**DESCRIPTION OF THE TASK**
Copy exactly the lines of the data below that run from the line holding "M546,1323L555,1326L553,1344L537,1336L540,1328L544,1329Z" through the line holding "M0,809L179,941", both ends included.

INPUT MATERIAL below:

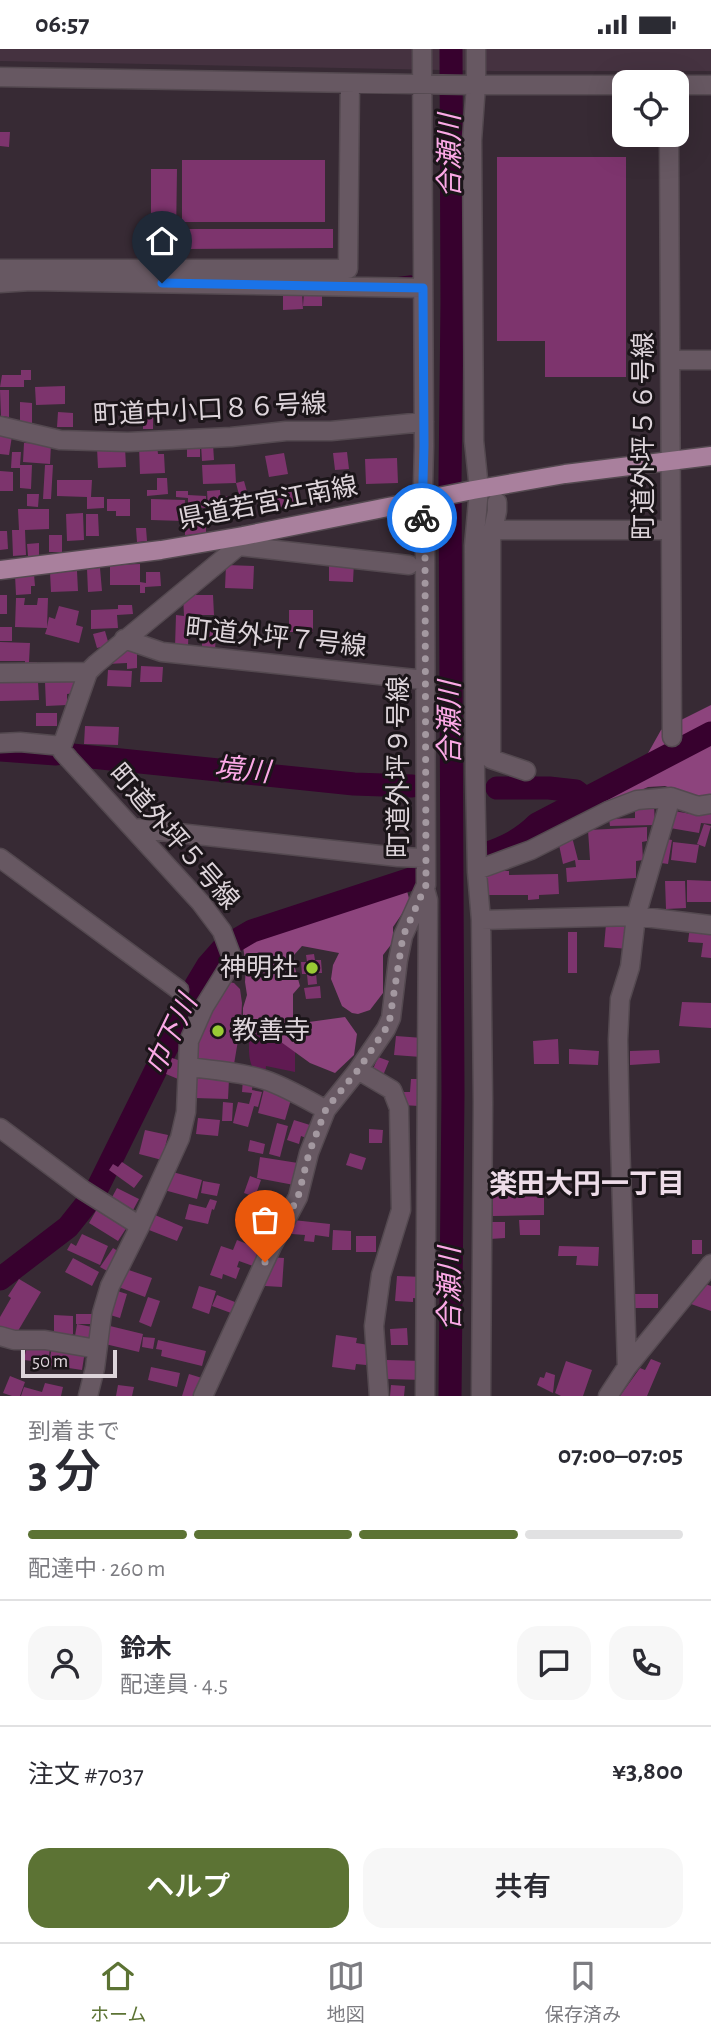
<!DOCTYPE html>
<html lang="ja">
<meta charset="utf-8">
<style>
body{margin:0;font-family:"Alegreya Sans","Noto Sans JP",sans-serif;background:#f7f7f7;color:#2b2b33;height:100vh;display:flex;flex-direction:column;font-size:26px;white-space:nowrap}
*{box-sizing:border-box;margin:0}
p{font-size:23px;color:#7c7c81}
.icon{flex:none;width:38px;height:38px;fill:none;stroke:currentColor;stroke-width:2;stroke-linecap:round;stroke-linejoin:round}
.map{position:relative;height:1347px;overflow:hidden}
.panel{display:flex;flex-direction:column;background:#fff;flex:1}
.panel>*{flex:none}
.controls{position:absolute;left:612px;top:21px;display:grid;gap:14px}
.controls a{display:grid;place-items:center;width:77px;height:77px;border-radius:14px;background:#fff;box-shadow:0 7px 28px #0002;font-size:35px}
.scale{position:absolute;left:21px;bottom:18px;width:96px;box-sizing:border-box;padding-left:7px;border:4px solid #ddd4da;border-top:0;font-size:19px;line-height:24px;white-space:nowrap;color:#ddd4da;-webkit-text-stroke:5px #1b1519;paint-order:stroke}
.pin{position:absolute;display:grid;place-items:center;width:60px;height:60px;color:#fff;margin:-72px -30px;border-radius:50% 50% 50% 0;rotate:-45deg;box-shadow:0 0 7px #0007}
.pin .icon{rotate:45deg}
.courier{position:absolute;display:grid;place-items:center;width:70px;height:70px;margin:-35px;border:5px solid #1a73e8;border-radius:50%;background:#fff;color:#222;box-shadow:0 2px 9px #0007}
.summary em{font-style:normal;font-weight:600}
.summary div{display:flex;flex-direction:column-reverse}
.summary{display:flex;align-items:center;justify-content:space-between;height:119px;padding:0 28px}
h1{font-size:46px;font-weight:600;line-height:52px}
.bar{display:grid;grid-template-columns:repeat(4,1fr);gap:10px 7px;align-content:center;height:84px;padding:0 28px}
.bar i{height:9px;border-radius:5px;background:#e1e1e2}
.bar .current{background:#5c7334}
.bar p{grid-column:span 4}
.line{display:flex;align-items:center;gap:18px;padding:0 28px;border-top:2px solid #e1e1e2}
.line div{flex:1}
.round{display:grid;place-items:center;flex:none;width:74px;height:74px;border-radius:21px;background:#f7f7f7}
.action{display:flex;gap:14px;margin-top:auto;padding:14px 28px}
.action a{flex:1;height:80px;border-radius:21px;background:#5c7334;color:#fff;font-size:28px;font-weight:600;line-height:80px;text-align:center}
.action a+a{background:#f7f7f7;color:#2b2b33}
.status{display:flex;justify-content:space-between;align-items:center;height:49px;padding:0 35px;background:#fff;direction:ltr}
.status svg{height:19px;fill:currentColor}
.tab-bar{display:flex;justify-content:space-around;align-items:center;height:98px;border-top:2px solid #e1e1e2;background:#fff;font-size:19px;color:#7c7c81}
.tab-bar a{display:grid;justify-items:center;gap:4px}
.tab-bar .current{color:#5c7334}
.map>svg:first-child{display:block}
.built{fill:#453240}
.green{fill:#601a52}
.forest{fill:#8d447d}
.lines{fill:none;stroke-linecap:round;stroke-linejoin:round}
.stream{stroke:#37012e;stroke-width:3.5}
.river{stroke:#37012e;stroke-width:23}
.building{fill:#7d346d}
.minor-casing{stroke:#544950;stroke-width:21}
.major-casing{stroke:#544950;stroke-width:21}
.minor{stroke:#675862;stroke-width:18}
.major{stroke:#a9809d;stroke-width:18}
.done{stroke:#a398a0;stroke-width:7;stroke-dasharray:0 12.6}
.route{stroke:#1a73e8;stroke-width:9}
.poi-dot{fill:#99cb35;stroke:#1b1519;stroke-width:2.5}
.labels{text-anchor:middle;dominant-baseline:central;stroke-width:6;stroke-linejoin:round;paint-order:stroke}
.street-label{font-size:26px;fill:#ddd4da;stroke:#1b1519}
.poi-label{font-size:26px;fill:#ddd4da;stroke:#1b1519;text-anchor:end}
.water-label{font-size:28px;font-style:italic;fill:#fba9e6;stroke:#1b1519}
.neighbourhood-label{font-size:28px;font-weight:bold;fill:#eddce8;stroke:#1b1519}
</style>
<div class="status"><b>06:57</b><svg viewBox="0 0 49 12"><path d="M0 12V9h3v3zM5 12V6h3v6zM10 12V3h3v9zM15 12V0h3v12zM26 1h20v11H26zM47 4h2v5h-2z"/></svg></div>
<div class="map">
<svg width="711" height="1347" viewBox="0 0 711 1347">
<rect width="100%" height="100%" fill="#372a34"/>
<!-- built -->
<path class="built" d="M0,0H711V22H494L0,12Z"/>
<!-- green -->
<path class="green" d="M250,975H295V1023L266,1017L265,1028C243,1021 250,994 250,975Z"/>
<!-- forest -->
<path class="forest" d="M711,656V748H695L665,737L648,738L605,757L575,746L647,706L661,681Z
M393,829L407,842L410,853L393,878V893L383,906V944L370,961L358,965L352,964L342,957L331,930L333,916L339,904L302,897L294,906L295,919L300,937L293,945V969L309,973L345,968L357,985L354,1006L335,1024L310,1014L281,993L264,986L249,984L243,969V959L247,946L245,933L246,917L241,885L256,874L311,853Z"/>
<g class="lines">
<!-- stream -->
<path class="stream" d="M396,230L411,228"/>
<!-- river -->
<path class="river" d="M0,701L56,705
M72,706L354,735L412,737
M497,739H549L576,742L585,749
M485,805C506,798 522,790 537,775L711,684
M0,1230L68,1178L95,1144L177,978L196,936L208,916L223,899L252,882L414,829
M450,1347L453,1045L450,431L452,254L451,0"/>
</g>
<!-- building -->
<path class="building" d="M0,83H10L9,98L0,97Z
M497,108H626V328H545V292H497Z
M182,111H325V173H182Z
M151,120H177L176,189H151Z
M181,180H333V199L181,200Z
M302,244L303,260L283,261V245Z
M304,244H322V257H303Z
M21,321H31V331H24V338H0L2,326H21Z
M65,337V355L36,356L35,338Z
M0,341H9V368L1,367Z
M20,353L32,354V375L20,374Z
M143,359H153V380H143Z
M58,363L73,364V378H57Z
M0,385L12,387L9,406L0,405Z
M24,394L51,395L50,415L23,413Z
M200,394V408H187V395Z
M201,395H213L214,411L202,412Z
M157,396L158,405H164L165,424L140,425L139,397Z
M125,398L126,418L98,419L97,399Z
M12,403H21L20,416H32L31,440L20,439V419H11Z
M347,403L349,420L335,421L333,404Z
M284,404L288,425L269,428L265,407Z
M397,409L398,434L366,435L365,410Z
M235,415L236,434L203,435L202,416Z
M45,416H53L51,450H43Z
M0,422L13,423V442H0Z
M157,429H167L168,445L147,447V441H157Z
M57,431H92L91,448H104V459L87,460V448L57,447Z
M244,432L253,464L244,466L236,434Z
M293,439L295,457L277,459L275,441Z
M220,441L222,474L209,475L207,442Z
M176,442H188V446L206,447V459L188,458V449L176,448Z
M27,445H39L38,458L27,457Z
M235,446L237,458L225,459L223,448Z
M107,450H130V467H116V462H107Z
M151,450L185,451L184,472L151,471Z
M18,460H49V480L25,481L26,506L13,507L12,481H19Z
M83,464L84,491L67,492L66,465Z
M86,465H98L99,487H86Z
M206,471V485L185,486V472Z
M136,479H146L147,492L137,493Z
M0,482H7L8,500L0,501Z
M49,486H62V503H49Z
M39,494V507H28L27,495Z
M329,512L354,513L353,533L329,532Z
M140,515V536H110V516Z
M226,516L254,517L253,540L225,539Z
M100,519L102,542L88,543L87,520Z
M77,522L78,542L51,543L50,523Z
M146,523H160L161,537L145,538V544H140V533L146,534Z
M34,525L35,537H31V545L16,546L15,526Z
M0,546H7V565H0Z
M183,546H213L214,566H189L188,598H175L176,566L184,567Z
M16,549H25L24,556H37L38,549H48L47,578L49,568L55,570L59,557L79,562L76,576L83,578L79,594L45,585L47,579L15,578Z
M118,556H132L133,565L117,566L118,579L91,580V561L118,560Z
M289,561H313V583H289Z
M0,578H12V592H0Z
M202,579H216L215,604H202Z
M105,582L109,596L97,599L93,585Z
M0,593L30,594L29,613H37V622L25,623V612H0Z
M115,600H137V619L127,620V614L107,615Z
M141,617L163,618L162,633H140Z
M108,621L132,622L131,638L107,637Z
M75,631V644L67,645V656L46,657L45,633Z
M38,633L39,651L0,652V634Z
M36,664H57V677H36Z
M85,677L119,678L118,696L84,695Z
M654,756L655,776L610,777L609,770L635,769V757Z
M703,761H711V775L701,774L699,784L670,779L674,762L702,767Z
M704,775L711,777L705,798L697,795Z
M647,778V792L642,793L643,811L636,812V829L567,833L566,819L576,818L575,811L563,815L558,791L572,788L578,811H590L588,781Z
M660,789L672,791L668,815L655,813Z
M673,793L699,796L696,814L671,811Z
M486,822H509V826L558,825L559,845L539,846V850L528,851V846H487Z
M687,831L711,832V853H687Z
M665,832H685L686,859L666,860Z
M606,875L629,877V900L604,898Z
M690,877L711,879V909L701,908L703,894L688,893Z
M568,883H577V924H568Z
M314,905L315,911H321L322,924H316L317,935L308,936L307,925H302L301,913H307L306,906Z
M223,932L234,934L240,940L242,954L241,974L233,1021L192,1015L195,991Z
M320,937L321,949L306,950L304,939Z
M682,953L711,954V979L679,977Z
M396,987L423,989L421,1008L394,1006Z
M558,990L559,1015H534L533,992Z
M569,1000L599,1002L598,1016L569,1015Z
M659,1001L660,1014L630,1016V1002Z
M378,1008L389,1012L382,1029L371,1025Z
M172,1009L184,1013L178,1030L166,1025Z
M194,1029L229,1030L228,1050L194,1049Z
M243,1030L253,1031L252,1041L262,1043L258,1058L254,1057L248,1078L233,1074L238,1053L249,1055L252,1044L242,1043Z
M411,1030H421L419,1057L402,1056L403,1043H410Z
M264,1040L292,1047L285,1071L258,1064Z
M223,1053L233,1054L232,1072H222Z
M198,1069L220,1071L218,1087L196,1085Z
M294,1071L310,1076L306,1089L301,1087L299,1095L287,1091Z
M277,1074L288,1077L280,1108L269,1105Z
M369,1080L383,1081L382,1094H369Z
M145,1081L168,1086L162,1111L139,1105Z
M250,1091L265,1095L263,1105L248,1102Z
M350,1104L366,1109L362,1121L346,1116Z
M260,1108L298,1114L294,1136L257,1129Z
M122,1113L143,1127L134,1139L109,1121L113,1115L118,1118Z
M169,1122L202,1131L197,1150L164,1141Z
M250,1127L261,1131L255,1148L244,1144Z
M203,1132L220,1135L217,1147L201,1144Z
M117,1139L139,1150L132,1163L110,1152Z
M493,1141H544V1166L493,1167Z
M210,1150L217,1152L214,1161L212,1160L208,1175L185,1170L189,1155L206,1159Z
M97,1160L127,1178L118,1192L89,1174Z
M155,1166L183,1178L177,1192L149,1181Z
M293,1171L330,1175L329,1188L315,1186L314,1193L304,1192L305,1186L292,1185Z
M519,1171H540V1186H520Z
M490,1173H505V1189L490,1190Z
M333,1181L351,1182V1201H332Z
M82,1185L108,1197L100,1216L67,1201L71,1194L76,1197Z
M356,1187H376V1203H356Z
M237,1191L260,1200L253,1217L239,1212L237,1218L240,1219L236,1230L223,1225L222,1230L210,1226L221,1197L233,1201Z
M692,1191H702V1205H692Z
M559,1197L599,1198L598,1217L576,1216L577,1207H558Z
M113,1199L121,1204L109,1223L100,1218Z
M267,1208L284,1209L282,1238L265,1237Z
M73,1209L99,1223L92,1237L65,1223Z
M123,1219L152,1229L145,1248L116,1237Z
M397,1227L424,1228L422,1250L413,1249V1253L395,1252Z
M19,1230L41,1243L15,1287L0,1279V1268L11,1249L8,1247Z
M699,1233L711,1237V1262L691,1255Z
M199,1237L216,1242L209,1265L192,1259Z
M114,1241L127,1245L120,1269L107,1265Z
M628,1245H658V1259H628Z
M217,1246L235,1253L231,1264L212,1257Z
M148,1248L160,1252L151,1278L139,1273Z
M76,1265H93V1275H76Z
M54,1266L73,1267V1285H54Z
M77,1275L92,1278L90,1290L75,1287Z
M110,1277L143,1285L139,1303L105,1295Z
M407,1279L408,1296H391L390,1280Z
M336,1286L357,1289L356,1294L369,1296L366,1316L356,1315L355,1321L332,1318Z
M143,1288L155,1289L153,1300L142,1298Z
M158,1291L206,1302L202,1317L161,1307L162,1301L156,1300Z
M27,1296L50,1299L48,1314L24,1311Z
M52,1297L85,1302L82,1321L49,1316Z
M651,1310L661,1314L647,1347H620L640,1319L645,1321Z
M387,1311L424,1312V1331L387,1330Z
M566,1312L592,1321L583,1347H561L555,1344Z
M151,1318L180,1324L177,1338L148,1331Z
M546,1323L555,1326L553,1344L537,1336L540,1328L544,1329Z
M189,1325L202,1329L196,1347H182Z
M10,1327L25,1333L20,1347H12L3,1344Z
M45,1334L63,1338L61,1347H21L24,1338L42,1343Z
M118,1336L134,1338L132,1347H116Z
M391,1336L405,1337L404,1347H390Z"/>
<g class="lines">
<!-- minor casing -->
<g class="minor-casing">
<path id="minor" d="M476,0V36L472,91L474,392L479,440L474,497L475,725L477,823L481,871L483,1053L481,1347
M0,28L471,36H625
M677,36H711
M669,86L672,688
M0,220H348L350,34
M0,234L31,232L423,239
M670,311H711
M0,377L60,391L128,393L231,388L286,382H331L424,373
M497,453V462L491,491V710L526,722
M493,481H671
M239,497L409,516
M124,590L162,603L425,631
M0,624L88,623
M0,694L20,693L62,697
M133,779L398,808L425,809
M0,809L179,941
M477,821L531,801L608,762L637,751L671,748L698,757L711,755
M425,840L428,851L425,1347
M481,871L636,867L711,876
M188,1018C213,1021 240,1023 265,1031C286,1038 306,1050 326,1061
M358,1021L392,1041L399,1059L401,1161L381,1226L374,1277L379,1347
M0,1079L83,1141L140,1177
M0,1287L14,1291H45L97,1300
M627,1318L620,1089L618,991L620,950L630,918L636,867L671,748
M88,1347L95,1319L102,1264L110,1237L140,1177L180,1089L186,1063L189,992L204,958L230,916L231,906L222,882L201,854L69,710L62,702V697L88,623L96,615L241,495L243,487
M203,1347L272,1197L298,1148L309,1104L326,1061L358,1021L386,980L391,969L398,911L403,887L426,836L425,503L422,475L424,397L422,0
M608,1347L627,1318L711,1215"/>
</g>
<!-- major casing -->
<g class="major-casing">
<path id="major" d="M0,521L161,501L243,487L473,441L565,425L711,407"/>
</g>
<!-- minor -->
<use href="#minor" class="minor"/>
<!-- major -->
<use href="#major" class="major"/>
</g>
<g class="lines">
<!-- done -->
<path class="done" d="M265,1213L298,1148L309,1104L326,1060L358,1021L389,975L403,887L426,836L425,503L422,469"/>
<!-- route -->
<path class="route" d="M162,234L423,239L424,397L422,469"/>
</g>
<!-- markers -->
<g class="poi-dot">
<circle cx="312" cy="919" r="7"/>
<circle cx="218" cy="982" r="7"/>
</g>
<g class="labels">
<!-- street labels -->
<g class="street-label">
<text transform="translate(210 361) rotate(-3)">町道中小口８６号線</text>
<text transform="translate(644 387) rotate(-90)">町道外坪５６号線</text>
<text transform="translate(268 454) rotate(-11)">県道若宮江南線</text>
<text transform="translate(276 589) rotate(6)">町道外坪７号線</text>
<text transform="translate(399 718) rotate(-90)">町道外坪９号線</text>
<text transform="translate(174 788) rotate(49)">町道外坪５号線</text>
</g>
<!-- poi labels -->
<g class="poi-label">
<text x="298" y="919">神明社</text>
<text x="232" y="982" text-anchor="start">教善寺</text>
</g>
<!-- water labels -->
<g class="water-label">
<text transform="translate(451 107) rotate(-90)">合瀬川</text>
<text transform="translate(451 674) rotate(-90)">合瀬川</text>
<text transform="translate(242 722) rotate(5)">境川</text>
<text transform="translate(172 986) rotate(-64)">巾下川</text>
<text transform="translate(451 1240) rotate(-90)">合瀬川</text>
</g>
<!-- neighbourhood labels -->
<g class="neighbourhood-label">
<text x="587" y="1136">楽田大円一丁目</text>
</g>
</g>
</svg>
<div class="controls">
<a><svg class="icon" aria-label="locate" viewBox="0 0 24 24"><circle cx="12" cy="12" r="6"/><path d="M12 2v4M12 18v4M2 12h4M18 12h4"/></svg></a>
</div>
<div class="scale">50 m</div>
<div class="pin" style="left:265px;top:1213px;background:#ea580c"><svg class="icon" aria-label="bag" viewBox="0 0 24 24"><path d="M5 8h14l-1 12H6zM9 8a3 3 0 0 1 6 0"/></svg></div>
<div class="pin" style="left:162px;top:234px;background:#1f2937"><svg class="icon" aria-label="home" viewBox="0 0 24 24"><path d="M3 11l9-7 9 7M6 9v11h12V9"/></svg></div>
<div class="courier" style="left:422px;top:469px"><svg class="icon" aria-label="bike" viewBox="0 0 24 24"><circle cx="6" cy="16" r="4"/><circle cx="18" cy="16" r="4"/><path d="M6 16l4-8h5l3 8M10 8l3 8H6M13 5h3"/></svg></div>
</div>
<section class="panel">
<div class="summary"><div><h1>3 分</h1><p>到着まで</p></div><em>07:00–07:05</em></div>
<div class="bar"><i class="current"></i><i class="current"></i><i class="current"></i><i></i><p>配達中 · 260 m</p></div>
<div class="line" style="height:126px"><a class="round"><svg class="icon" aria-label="person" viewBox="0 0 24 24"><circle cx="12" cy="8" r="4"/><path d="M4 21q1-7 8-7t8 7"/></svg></a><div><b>鈴木</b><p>配達員 · 4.5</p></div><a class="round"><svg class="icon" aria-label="chat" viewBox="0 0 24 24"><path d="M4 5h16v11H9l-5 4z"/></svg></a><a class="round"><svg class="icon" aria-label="phone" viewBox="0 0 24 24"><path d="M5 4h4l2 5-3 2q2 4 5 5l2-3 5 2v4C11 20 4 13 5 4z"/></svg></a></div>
<div class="line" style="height:91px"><div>注文 #7037</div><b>¥3,800</b></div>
<div class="action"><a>ヘルプ</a><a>共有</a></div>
</section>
<nav class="tab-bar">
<a class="current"><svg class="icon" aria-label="home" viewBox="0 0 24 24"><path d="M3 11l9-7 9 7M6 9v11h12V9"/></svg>ホーム</a>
<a><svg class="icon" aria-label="map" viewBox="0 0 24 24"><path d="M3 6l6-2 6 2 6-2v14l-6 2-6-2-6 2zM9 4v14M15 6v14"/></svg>地図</a>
<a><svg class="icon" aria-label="saved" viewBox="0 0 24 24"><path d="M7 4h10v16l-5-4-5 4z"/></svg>保存済み</a>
</nav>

End of INPUT MATERIAL.

**EXERCISE SOLUTION**
M546,1323L555,1326L553,1344L537,1336L540,1328L544,1329Z
M189,1325L202,1329L196,1347H182Z
M10,1327L25,1333L20,1347H12L3,1344Z
M45,1334L63,1338L61,1347H21L24,1338L42,1343Z
M118,1336L134,1338L132,1347H116Z
M391,1336L405,1337L404,1347H390Z"/>
<g class="lines">
<!-- minor casing -->
<g class="minor-casing">
<path id="minor" d="M476,0V36L472,91L474,392L479,440L474,497L475,725L477,823L481,871L483,1053L481,1347
M0,28L471,36H625
M677,36H711
M669,86L672,688
M0,220H348L350,34
M0,234L31,232L423,239
M670,311H711
M0,377L60,391L128,393L231,388L286,382H331L424,373
M497,453V462L491,491V710L526,722
M493,481H671
M239,497L409,516
M124,590L162,603L425,631
M0,624L88,623
M0,694L20,693L62,697
M133,779L398,808L425,809
M0,809L179,941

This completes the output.